Thursday, April 14, 2016

The Shepherd Calls Again

A Reflection for 4th Sunday of Easter                                    All Saints’ Church, Southern Shores, NC
April 17, 2016                                                                        Thomas E. Wilson, Rector
Acts 9:36-43               Revelation 7:9-17                    John 10:22-30             Psalm 23
The Shepherd Calls Again
In the summer of 1953, I was seven years old and had just finished 2nd grade, and I was sent to the Presbyterian Church down the street to go to Vacation Bible School. My theology at that point was summed up by rote prayers at meals and bedtime: “Now I lay me down to sleep, I pray the Lord my soul to keep. If I should die before I wake; I pray the Lord my soul to take. God bless . . ”, and the list would follow.

The theme that year was “Jesus, the Good Shepherd”. Part of the task that summer was to memorize the King James Version of the 23rd Psalm, and if you were able to do that task, you would win a six-inch tall, glow in the dark plastic statue of Jesus the Good Shepherd. During the craft part of VBS, I put together a small simple wooden corner étagère on which the statue could be displayed. While my bedtime prayer changed in a couple years, every night the faint purple glow that sat on the top shelf of the étagère on top of my book case would tell me that the Good Shepherd was with me and I should fear no evil while I was asleep.
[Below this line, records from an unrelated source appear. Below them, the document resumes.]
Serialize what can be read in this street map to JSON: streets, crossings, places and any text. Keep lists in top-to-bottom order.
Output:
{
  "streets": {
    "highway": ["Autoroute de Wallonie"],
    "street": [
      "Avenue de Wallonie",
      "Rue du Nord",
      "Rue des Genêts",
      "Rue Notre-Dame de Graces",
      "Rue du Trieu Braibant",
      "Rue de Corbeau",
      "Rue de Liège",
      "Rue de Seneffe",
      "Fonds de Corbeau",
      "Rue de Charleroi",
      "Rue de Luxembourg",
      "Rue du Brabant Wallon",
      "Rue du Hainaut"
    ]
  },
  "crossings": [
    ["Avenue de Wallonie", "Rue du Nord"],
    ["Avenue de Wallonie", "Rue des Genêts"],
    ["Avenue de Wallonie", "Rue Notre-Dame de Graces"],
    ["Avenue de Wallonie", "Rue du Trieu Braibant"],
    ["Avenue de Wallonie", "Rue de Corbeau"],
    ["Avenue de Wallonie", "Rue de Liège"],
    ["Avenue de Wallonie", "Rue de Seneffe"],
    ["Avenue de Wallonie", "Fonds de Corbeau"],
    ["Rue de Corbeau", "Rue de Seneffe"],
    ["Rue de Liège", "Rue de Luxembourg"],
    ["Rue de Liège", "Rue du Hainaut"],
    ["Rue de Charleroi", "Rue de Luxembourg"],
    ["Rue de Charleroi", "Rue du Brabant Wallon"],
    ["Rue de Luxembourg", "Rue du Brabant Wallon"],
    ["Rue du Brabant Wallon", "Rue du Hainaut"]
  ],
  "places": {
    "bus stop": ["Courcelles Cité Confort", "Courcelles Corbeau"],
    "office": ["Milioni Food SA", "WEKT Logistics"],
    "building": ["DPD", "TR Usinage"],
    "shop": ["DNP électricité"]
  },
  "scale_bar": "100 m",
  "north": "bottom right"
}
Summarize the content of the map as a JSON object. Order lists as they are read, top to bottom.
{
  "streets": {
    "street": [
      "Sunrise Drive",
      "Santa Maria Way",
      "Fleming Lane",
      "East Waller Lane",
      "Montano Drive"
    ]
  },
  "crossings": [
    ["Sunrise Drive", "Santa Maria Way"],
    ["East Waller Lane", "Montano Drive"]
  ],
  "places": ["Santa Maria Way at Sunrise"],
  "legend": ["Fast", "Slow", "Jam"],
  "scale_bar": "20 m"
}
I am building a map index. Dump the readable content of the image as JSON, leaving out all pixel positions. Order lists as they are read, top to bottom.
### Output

I held on to that statue until I went off the college ten years later when I did not feel comfortable taking childlike symbols of faith to college, so they stayed home.

That fall, my older brother went to Parris Island, South Carolina to Marine Corps boot camp, and I went to Chapel Hill, North Carolina to college. While we both had our lives changed, my little brother stayed home and changed things around in our shared bedroom, and my treasures disappeared.

But I held on to the 23rd Psalm. Even when I was going through my Atheist stage, I found comfort in reciting the memorized lines in times of difficulty, in the 2:00 in the mornings of my supposedly non-existent soul, doing Rota duty with other existentially-riveting expressions - the Gettysburg Address, “Four score and seven years ago, our fathers brought forth on this continent, a new nation, conceived in Liberty, and dedicated to the proposition that all men are created equal”;  Hamlet’s “To be or not to be/ That is the question.”; Othello’s final speech, “I pray you in your letters/ when you shall these unlucky deeds relate.”; the Rolling Stones “I can’t get no satisfaction”; and Pete Seeger’s version of “We shall overcome.”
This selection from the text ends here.